4. As obras escritas por Gramsci no cárcere só podiam ser publicadas depois de 1945. O
primeiro volume que saiu compreende as 218 cartas que o preso escreveu entre 1926 e
1936 a membros de sua família: à mãe; aos filhos que viviam em Moscou com a mulher
do preso, física e mentalmente quebrada; e, sobretudo, à cunhada Tatiana, a pessoa lá
fora no mundo que melhor o compreendeu. Escritos sob a censura das autoridades da
Penitenciária, as Lettere dal cárcere falam pouco ou nada de política. Destinam-se,
sobretudo, à luta contra a solidão dentro das quatro paredes; à luta contra o progressivo
enfraquecimento físico, e, sobretudo, à luta pela sobrevivência espiritual: separado dos
seus para sempre, o encarcerado não quer ficar esquecidos por eles. Por isso, se dirige
Gramsci, nesse grande documento humano e obra-prima da literatura italiana, com
preferência a seus filhos nos quais espera sobreviver. Nessas cartas aos filhos não se
percebe o menor traço de sofrimento, de impaciência, mas uma maravilhosa adaptação
ao espírito infantil: no entanto, muitas vezes, as palavras têm duplo sentido, escondendo
atrás dos conselhos paternais, acessíveis à compreensão das crianças, confissões de
auto-introspecção do preso e propósitos dele para seu próprio futuro, tão limitado.
Penosamente, o epistológrafo procura reconstruir as caras, as vozes que ele já quase
esqueceu. Lembra-se para não ficar esquecido e não esquecer, é seu grande esforço.
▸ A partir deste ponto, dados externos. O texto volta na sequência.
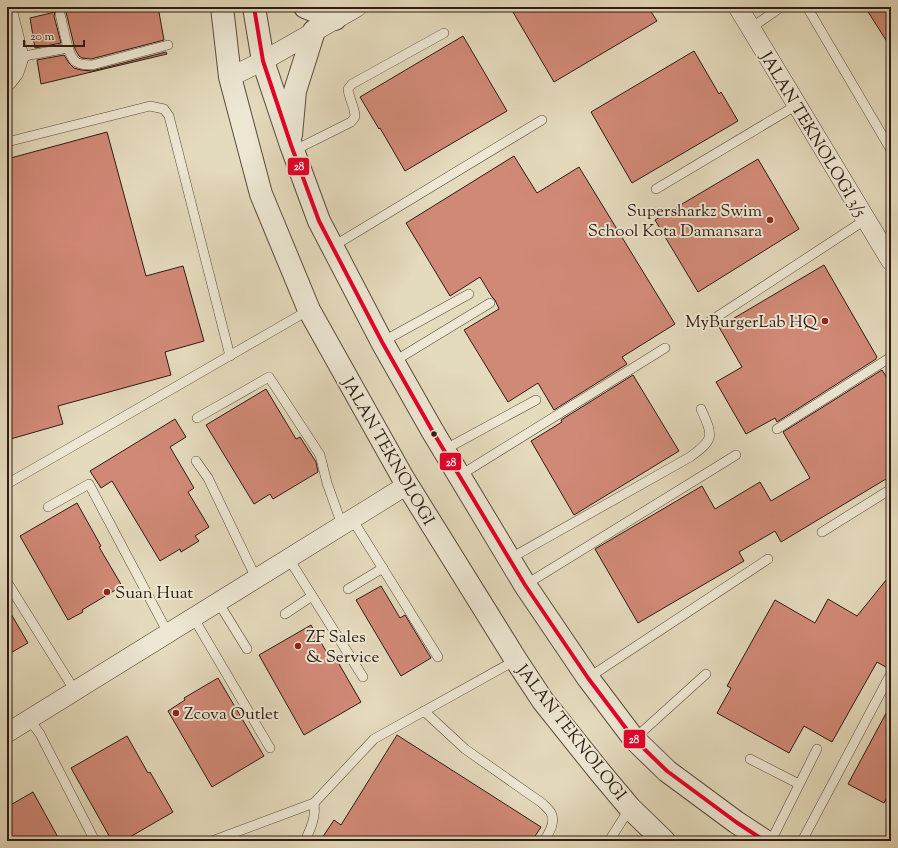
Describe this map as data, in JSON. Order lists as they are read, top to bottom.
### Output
{
  "streets": {
    "street": ["JALAN TEKNOLOGI 3/5", "JALAN TEKNOLOGI"]
  },
  "places": [
    "Supersharkz Swim School Kota Damansara",
    "MyBurgerLab HQ",
    "Suan Huat",
    "ZF Sales & Service",
    "Zcova Outlet"
  ],
  "lines": ["transit line 28"],
  "scale_bar": "20 m"
}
Atrás da família surgem recordações de sua própria infância na Sardenha, inspiradas
pelo profundo amor cristão desse materialista aos pobres da sua terra. O estilo
rigorosamente sóbrio das Lettere dal cárcere não dissimula a emoção de quem as
escreve. Pela emotividade procura Gramsci superar o intelectualismo seco que ele
próprio censurara nos seus pares, nos intelectuais; e procura fortalecer-se para o
trabalho intelectual em circunstâncias monstruosamente difíceis.
“Eu sei”, diz Gramsci, “que bater com a cabeça contra o muro não destrói o muro, mas a
cabeça”. Não desespera. Mas escreve. Escreve furiosamente, cadernos, cadernos e mais
cadernos, que foram, depois de 1945, coligidos e ordenados pelos seus testamenteiros e
publicados pela Editora Einaudi: O materialismo histórico e a filosofia de Benedetto
Croce ; o escrito sobre Maquiavel; Os intelectuais e a organização da cultura ; Literatura
e vida nacional ; um comentário sobre o Canto X do Inferno de Dante; um estudo sobre
Pirandello; e a versão definitiva da Questione meridionale . É um output admirável.
Escrevendo e escrevendo, o mortalmente doente sempre repete em suas cartas: “Sto
bene, sto bene”. “Sinto-me muito bem”, porque o tirano não conseguiu realizar a
promessa do promotor, de “inutilizar por 20 anos esse cérebro”. A morte prematura foi a
coroa do martírio. Mas a cova debaixo da campa fascista ficou vazia. O espírito
ressurgiu.
“O espírito está disposto, mas a carne é fraca”, diz São Paulo. Vida, martírio e morte de
Antonio Gramsci desmentem vigorosamente esta frase, mas confirmam outras palavras
do apóstolo: “A fé, o amor e a esperança, esses três ficam, mas o amor é o maior entre
eles”. Grande foi, realmente, o amor de Antonio Gramsci a seu povo sofredor e
maltratado. Maior foi, porém, em seu caso, a fé que consegue transferir montanhas e
que para Gramsci abriu, espiritualmente, os muros da prisão. Mas a maior das virtudes
suas foi a Esperança. Pensamos: em 1926, quando Gramsci escreveu La questione
meridionale , o preso já não podia publicá-la; em 1930, quando em Paris se publicou o
escrito, só poucos o leram; e em 1937, quando Gramsci morreu, seu pensamento parecia
enterrado com ele na terra italiana, dominada talvez para sempre pela tirania fascista,
baseada em exército, polícia, hordas inumeráveis de milicianos armados, justiça
especial, dinheiro da grande burguesia, apoio do latifúndio, ajuda de potências
estrangeiras e apatia do povo exausto. Mas só poucos anos depois caiu como um castelo
de cartas todo esse edifício da tirania e o sintoma externo dessa queda foi, em 1945, a
segunda publicação da Questione meridionale numa revista editada na Via delle
Botteghe Oscure, em pleno coração da Roma libertada.
Mesmo no escuro da prisão que parece perpétua e é efêmera, a esperança não morre e “é
a maior das três”. Eis a vida de Antonio Gramsci.